The relatively short lug-to-lug distance of the lugless squarish case is just under 46mm-wide and about the same length, whcih ensures that the watch wears well on a wide range of wrist sizes. Citizen did an admirable job of emulating the overall look of the original Diver 1300m watch. This iconic Japanese look from 40 years ago still feels very high-tech and modern even by today’s standards. Japan is only now starting to get more credibility for the timelessness of its vintage sports watches, and this one has major style appeal.

Going back to the Professional Diver 1300m water, it is interesting to see the markings on the case and how they differ from watches today. The caseback has a handy reminder that indicates the recommended timing battery changes. The watch doesn’t need to be opened at all because it contains Citizen’s Eco-Drive family of quartz movements, which have a photovoltaic cell under the dial that turns light into energy for the rechargeable battery. These products can go for 30 years or more without any service needs.

The original Professional Diver 1300m watch proudly claimed “Quartz” in the dial because, at the time, most professional consumers wanted the reliability and accuracy that came with quartz watches over mechanical ones.
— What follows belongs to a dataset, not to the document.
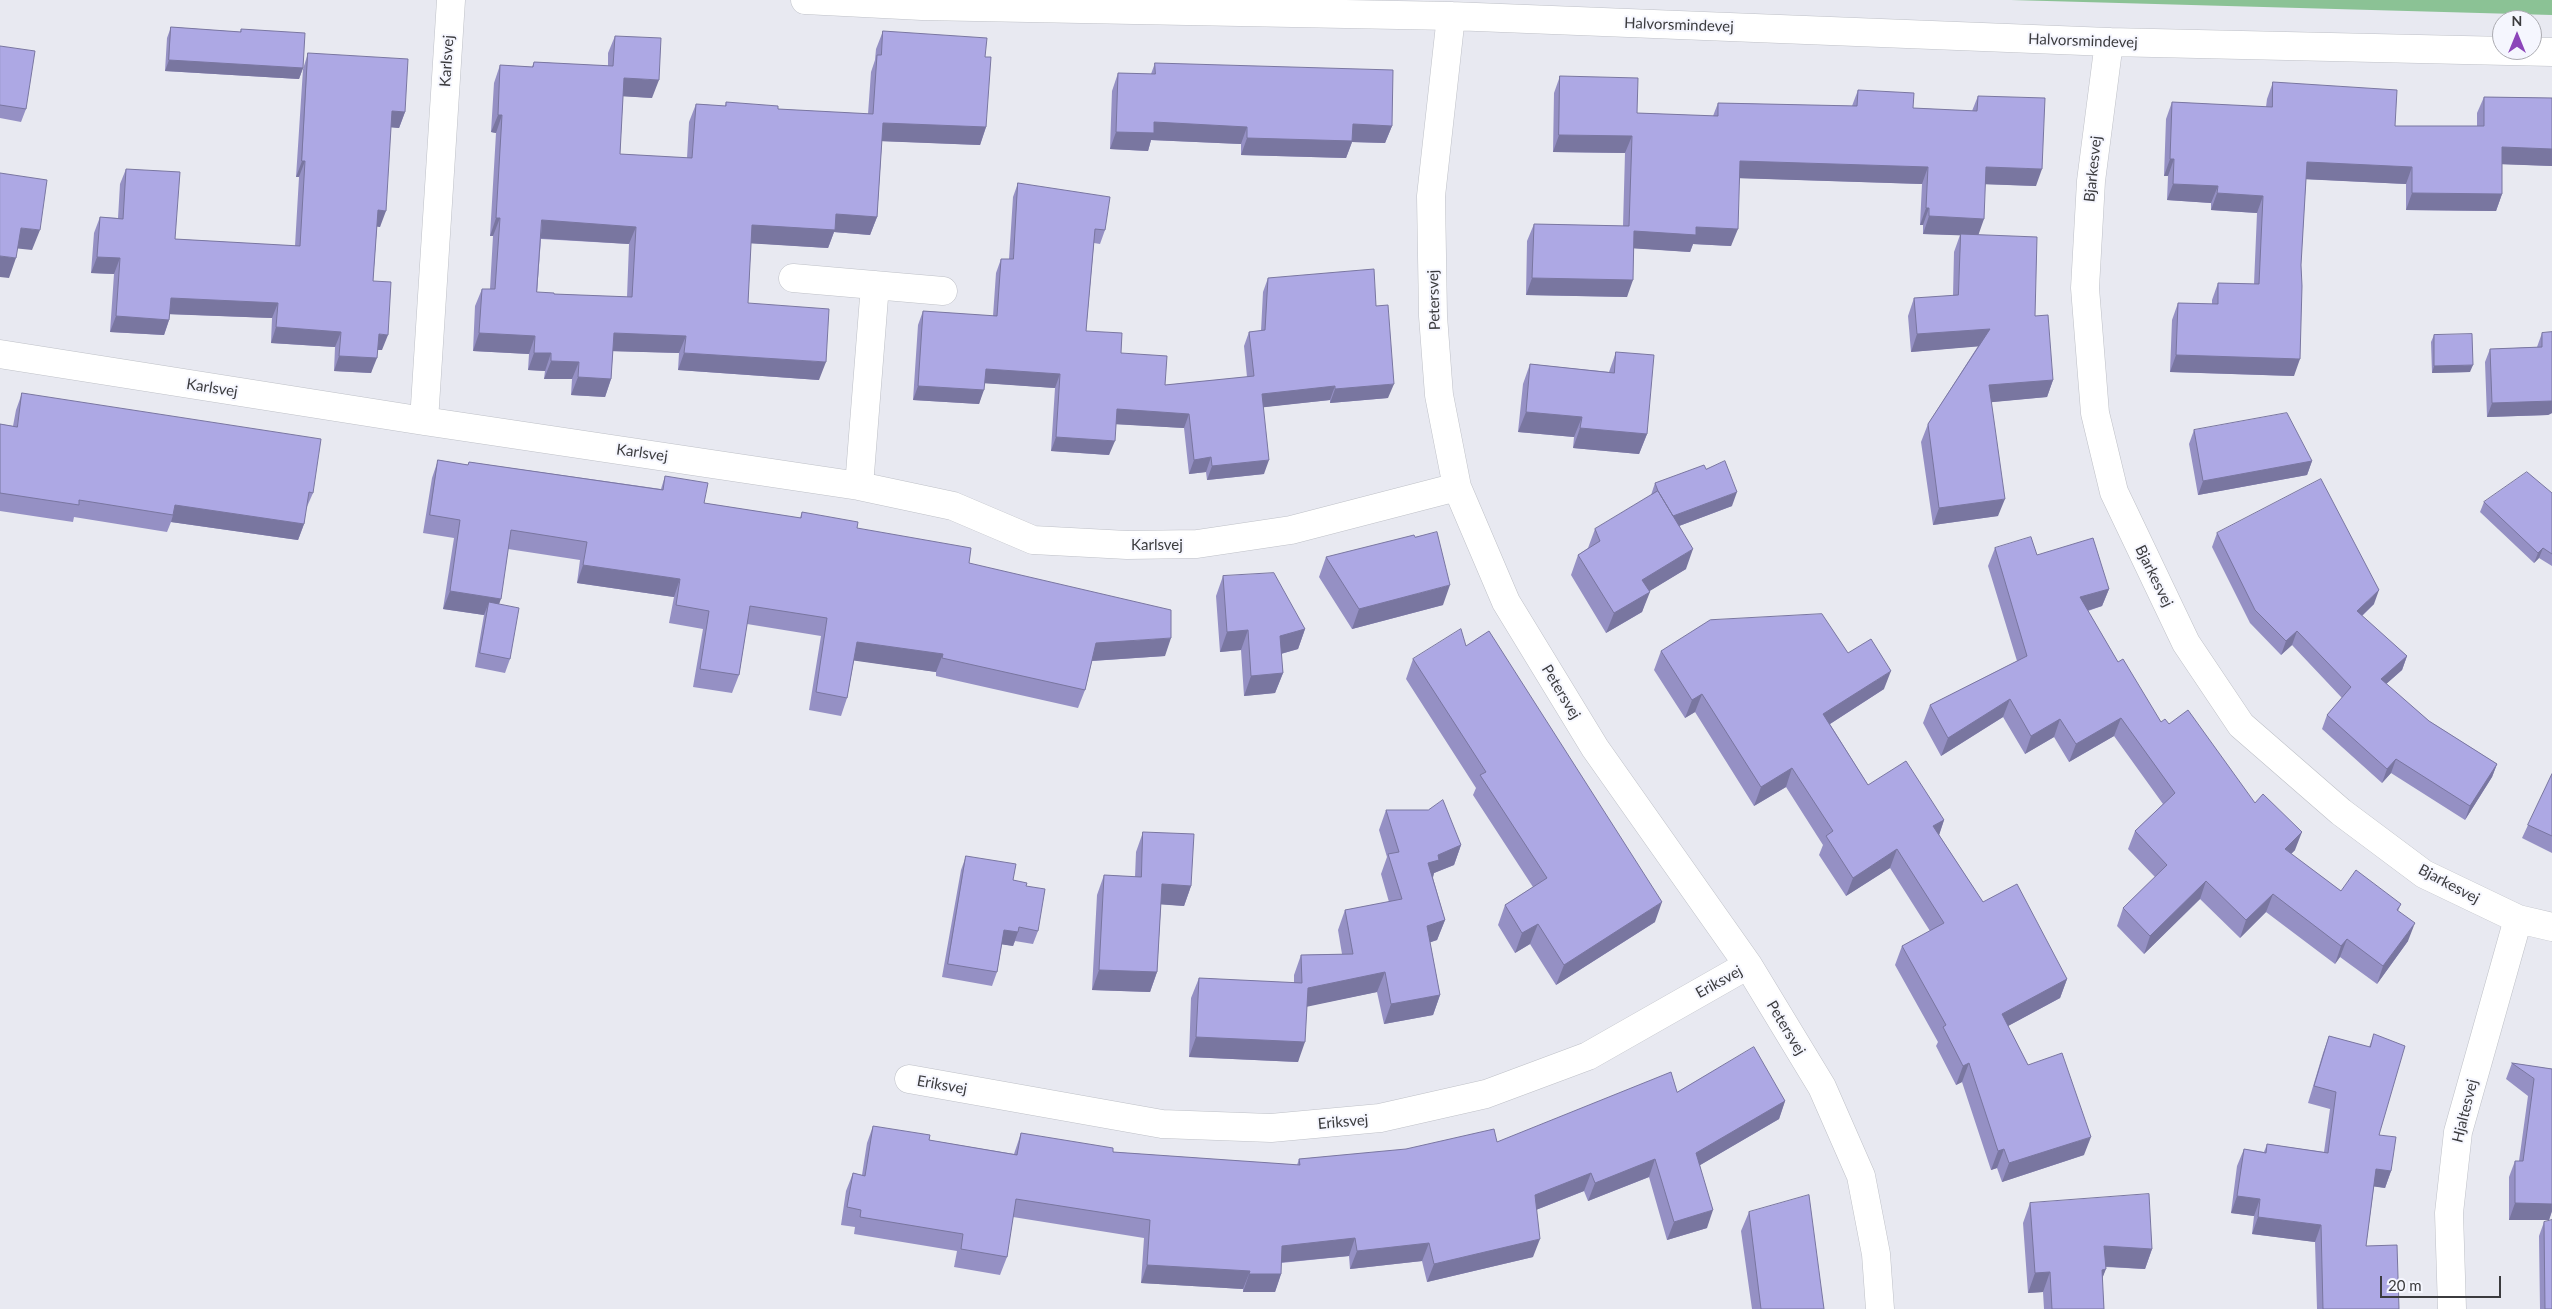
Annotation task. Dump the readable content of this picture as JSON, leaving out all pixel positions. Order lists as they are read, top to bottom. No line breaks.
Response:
{"streets":{"street":["Halvorsmindevej","Karlsvej","Bjarkesvej","Petersvej","Eriksvej","Hjaltesvej"]},"crossings":[["Halvorsmindevej","Bjarkesvej"],["Halvorsmindevej","Petersvej"],["Karlsvej","Petersvej"],["Bjarkesvej","Hjaltesvej"],["Petersvej","Eriksvej"]],"scale_bar":"20 m","north":"top"}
The original movement also featured a day/date complication movement, while the Citizen Caliber E.168 in the modern Promaster Eco-Drive Diver 200m watches feature only the time and date.

The BN0228-06W watch has a Super Titanium case that has been further treated with DLC. This does offer a bit more scratch resistance but is mainly intended to give the titanium a darker color. The Citizen BN0220-16E would be the version of the Promaster Eco-Drive Diver 200m to get if you want a lighter titanium gray to match the color of the original model. The newer cases are water-resistant to 200 meters and have a mineral (versus sapphire) crystal. Enthusiasts will prefer the latter, but it is important to be mindful of the relatively low retail price of this watch and that upgrading it with too many extras would have increased the cost appreciably.
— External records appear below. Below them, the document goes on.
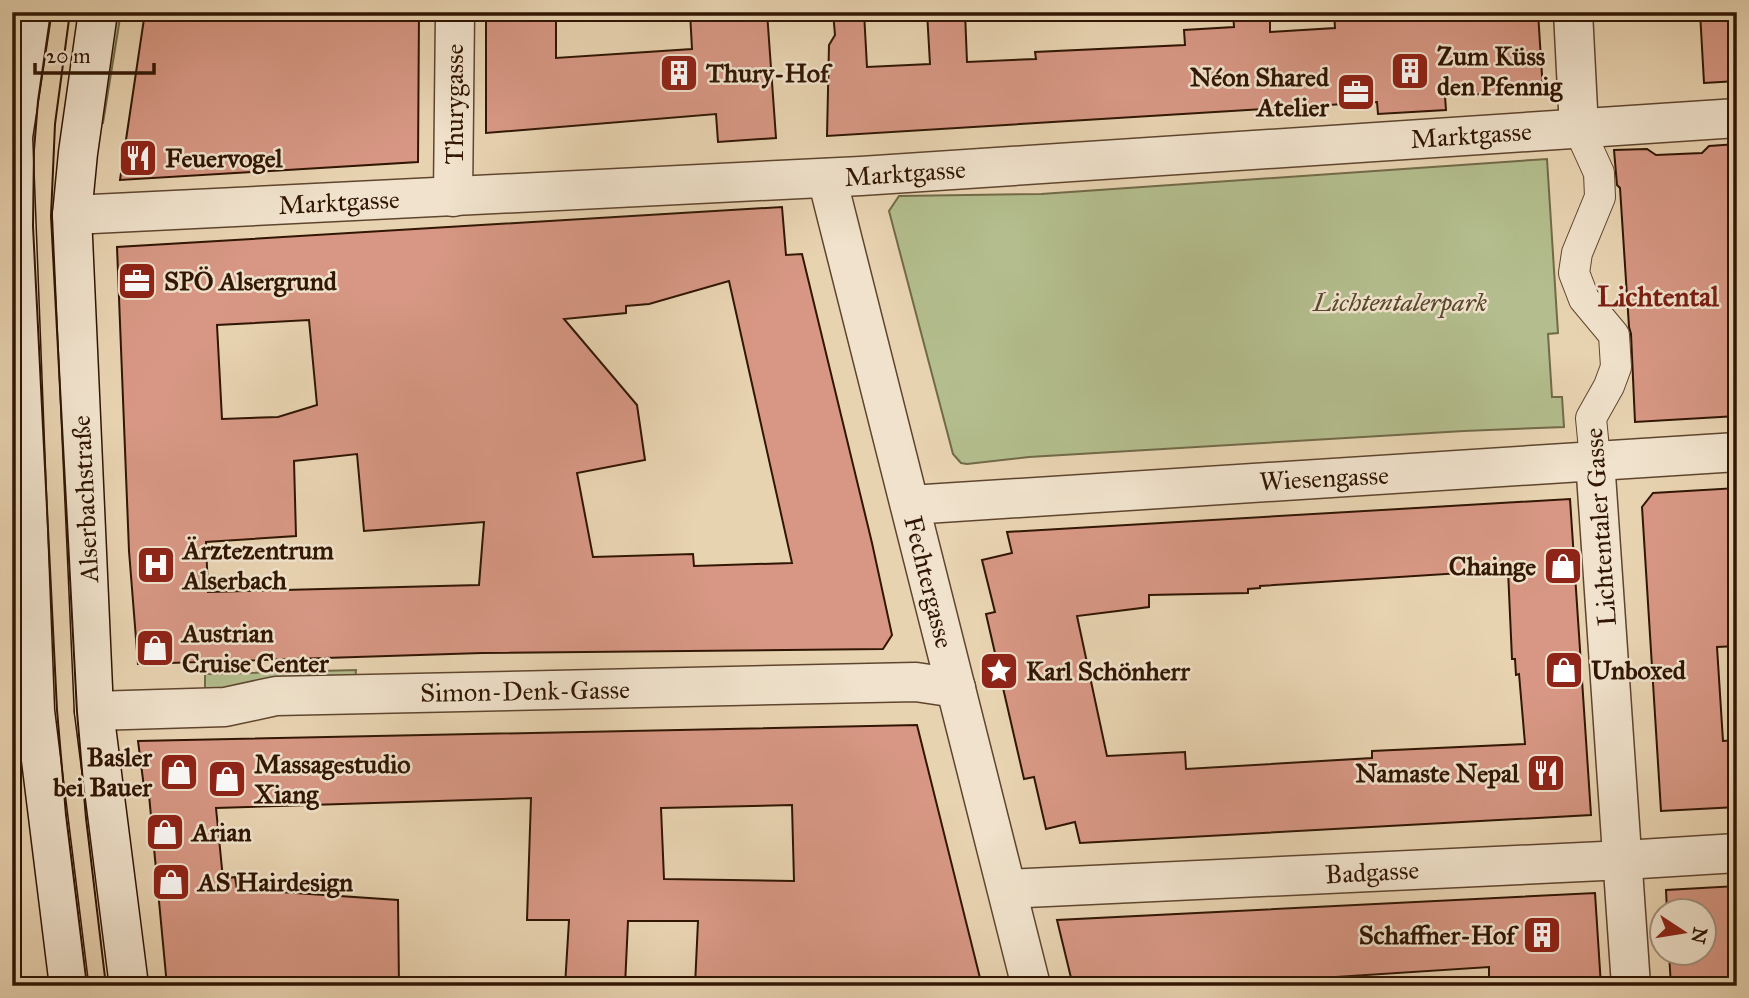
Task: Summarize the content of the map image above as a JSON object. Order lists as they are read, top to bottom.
{
  "streets": {
    "street": [
      "Thurygasse",
      "Marktgasse",
      "Wiesengasse",
      "Alserbachstraße",
      "Lichtentaler Gasse",
      "Fechtergasse",
      "Simon-Denk-Gasse",
      "Badgasse"
    ]
  },
  "crossings": [
    ["Thurygasse", "Marktgasse"],
    ["Marktgasse", "Alserbachstraße"],
    ["Marktgasse", "Lichtentaler Gasse"],
    ["Marktgasse", "Fechtergasse"],
    ["Wiesengasse", "Lichtentaler Gasse"],
    ["Wiesengasse", "Fechtergasse"],
    ["Alserbachstraße", "Simon-Denk-Gasse"],
    ["Lichtentaler Gasse", "Badgasse"],
    ["Fechtergasse", "Simon-Denk-Gasse"],
    ["Fechtergasse", "Badgasse"]
  ],
  "districts": ["Lichtental"],
  "parks": ["Lichtentalerpark"],
  "places": {
    "building": ["Zum Küss den Pfennig", "Thury-Hof", "Schaffner-Hof"],
    "office": ["Néon Shared Atelier", "SPÖ Alsergrund"],
    "restaurant": ["Feuervogel", "Namaste Nepal"],
    "hospital": ["Ärztezentrum Alserbach"],
    "shop": [
      "Chainge",
      "Austrian Cruise Center",
      "Unboxed",
      "Basler bei Bauer",
      "Massagestudio Xiang",
      "Arian",
      "AS Hairdesign"
    ],
    "place": ["Karl Schönherr"]
  },
  "scale_bar": "20 m",
  "north": "right"
}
Citizen judiciously makes use of its long history to inspire today’s watches, but it is rare to see true revivals of vintage greats meant to be as high-end and impressive as the originals. Citizen is no stranger to the higher price points such watches could easily command and might introduce beautiful high-end retro-remake watches to complement its stunning modern high-tech, high-end models such as the Caliber 0100 (the most accurate non-connected wristwatch in the world).

Attached to the case of the Promaster Eco-Drive Diver 200m watches is a diver’s-style urethane strap (here in green), an interesting choice between the more expensive rubber and the less pleasant-feeling silicone.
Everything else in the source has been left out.